# Your goal:
Return each line in the records below that includes "badge".

-----

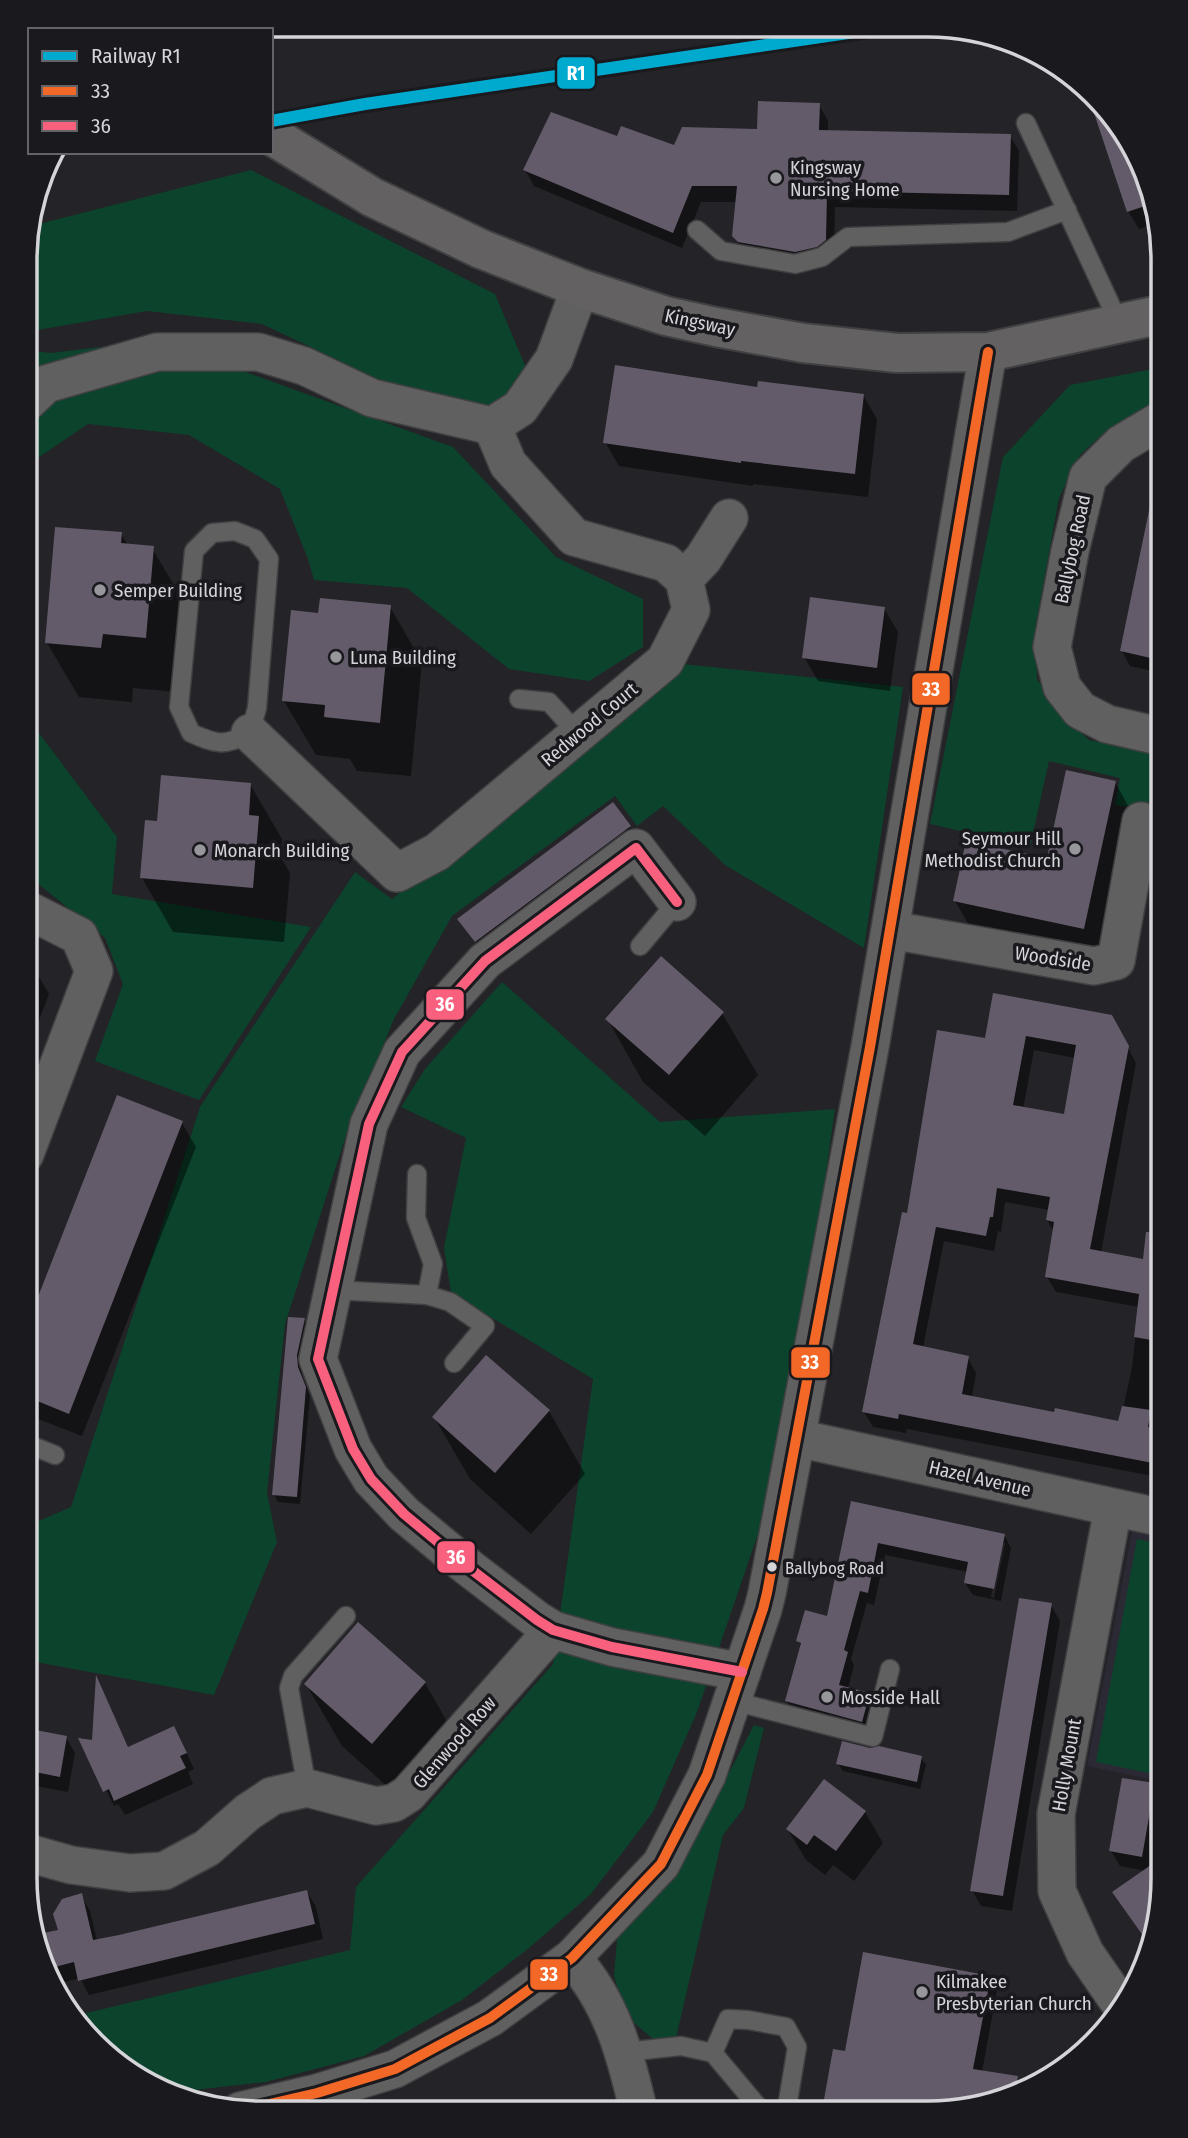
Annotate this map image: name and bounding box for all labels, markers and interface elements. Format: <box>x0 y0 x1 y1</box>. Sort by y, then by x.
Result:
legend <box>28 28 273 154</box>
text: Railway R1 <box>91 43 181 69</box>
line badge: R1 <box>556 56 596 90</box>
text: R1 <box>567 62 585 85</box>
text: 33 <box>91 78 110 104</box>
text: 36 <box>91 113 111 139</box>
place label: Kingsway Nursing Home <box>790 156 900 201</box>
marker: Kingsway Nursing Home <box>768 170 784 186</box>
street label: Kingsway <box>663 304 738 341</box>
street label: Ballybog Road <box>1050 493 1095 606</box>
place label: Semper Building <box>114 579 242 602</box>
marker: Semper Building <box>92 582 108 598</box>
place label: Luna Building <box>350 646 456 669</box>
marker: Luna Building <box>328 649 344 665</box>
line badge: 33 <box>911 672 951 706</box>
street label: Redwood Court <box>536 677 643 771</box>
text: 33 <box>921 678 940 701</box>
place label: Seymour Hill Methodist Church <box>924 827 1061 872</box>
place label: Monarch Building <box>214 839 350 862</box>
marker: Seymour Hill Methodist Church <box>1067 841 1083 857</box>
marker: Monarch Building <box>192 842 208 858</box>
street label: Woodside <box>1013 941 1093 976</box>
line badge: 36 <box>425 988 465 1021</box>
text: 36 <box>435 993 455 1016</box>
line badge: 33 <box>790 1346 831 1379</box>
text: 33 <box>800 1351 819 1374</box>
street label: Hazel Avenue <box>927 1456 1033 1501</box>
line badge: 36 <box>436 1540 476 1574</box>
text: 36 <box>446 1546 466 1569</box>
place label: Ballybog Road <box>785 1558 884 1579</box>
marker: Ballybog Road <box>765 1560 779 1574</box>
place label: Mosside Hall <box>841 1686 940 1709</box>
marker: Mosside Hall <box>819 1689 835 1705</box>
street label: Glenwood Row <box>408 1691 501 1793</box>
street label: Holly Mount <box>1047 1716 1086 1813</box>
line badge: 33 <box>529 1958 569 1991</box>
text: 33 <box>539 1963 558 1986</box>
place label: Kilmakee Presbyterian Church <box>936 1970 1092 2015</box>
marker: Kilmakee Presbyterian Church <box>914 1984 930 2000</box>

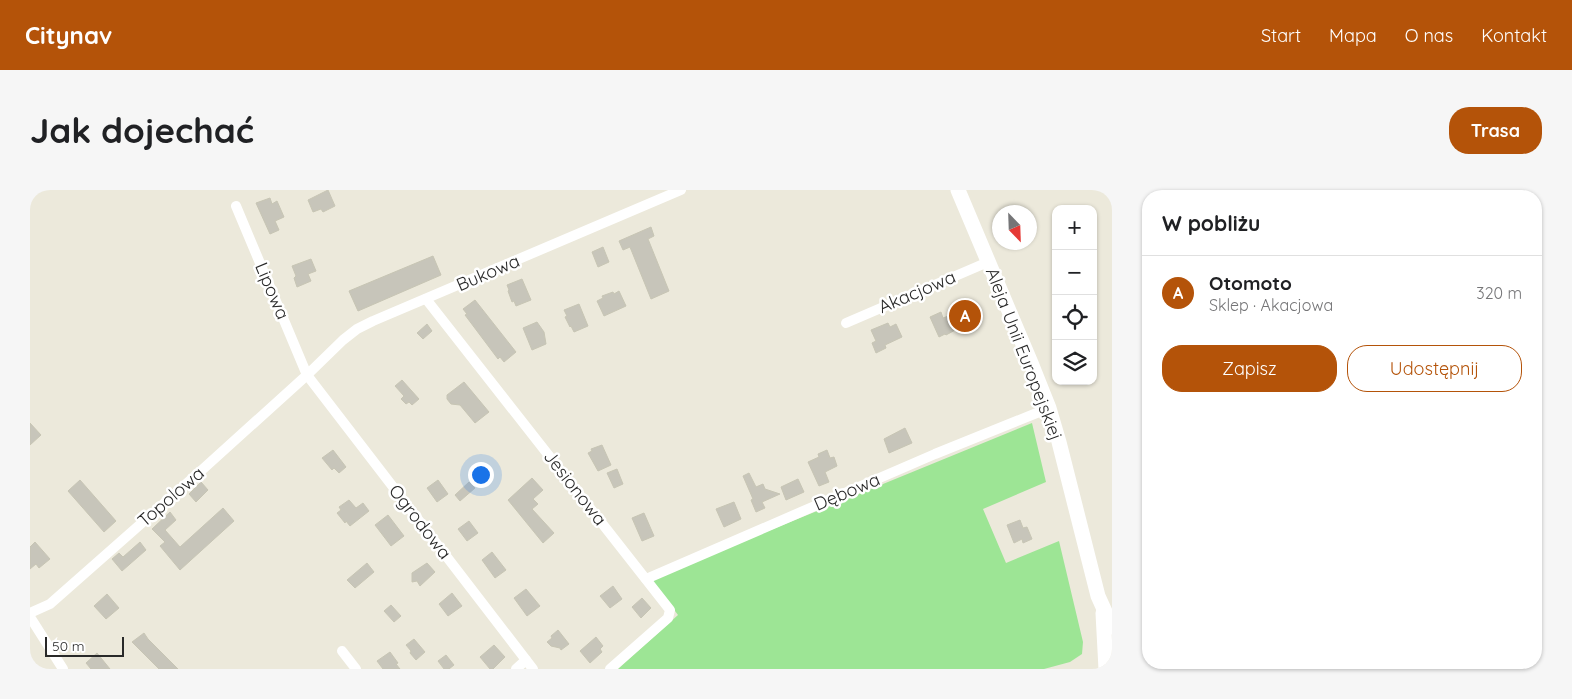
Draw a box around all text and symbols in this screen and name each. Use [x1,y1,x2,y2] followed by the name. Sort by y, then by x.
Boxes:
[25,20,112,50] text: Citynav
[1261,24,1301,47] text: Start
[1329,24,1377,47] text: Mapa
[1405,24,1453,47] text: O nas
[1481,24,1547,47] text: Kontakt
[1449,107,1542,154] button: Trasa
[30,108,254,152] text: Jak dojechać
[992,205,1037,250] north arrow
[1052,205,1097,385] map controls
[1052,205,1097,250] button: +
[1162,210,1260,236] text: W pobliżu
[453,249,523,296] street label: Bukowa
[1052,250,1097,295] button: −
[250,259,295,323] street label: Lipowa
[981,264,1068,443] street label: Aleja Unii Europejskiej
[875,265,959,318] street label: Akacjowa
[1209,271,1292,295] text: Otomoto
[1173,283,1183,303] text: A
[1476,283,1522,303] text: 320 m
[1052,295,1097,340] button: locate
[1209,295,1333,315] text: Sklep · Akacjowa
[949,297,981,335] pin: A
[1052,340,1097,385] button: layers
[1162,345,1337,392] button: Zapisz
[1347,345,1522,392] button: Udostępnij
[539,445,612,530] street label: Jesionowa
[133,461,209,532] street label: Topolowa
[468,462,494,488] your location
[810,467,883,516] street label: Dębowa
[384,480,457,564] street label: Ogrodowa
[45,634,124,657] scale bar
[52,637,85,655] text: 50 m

-----

# Result:
line badge: R1 <box>556 56 596 90</box>
line badge: 33 <box>911 672 951 706</box>
line badge: 36 <box>425 988 465 1021</box>
line badge: 33 <box>790 1346 831 1379</box>
line badge: 36 <box>436 1540 476 1574</box>
line badge: 33 <box>529 1958 569 1991</box>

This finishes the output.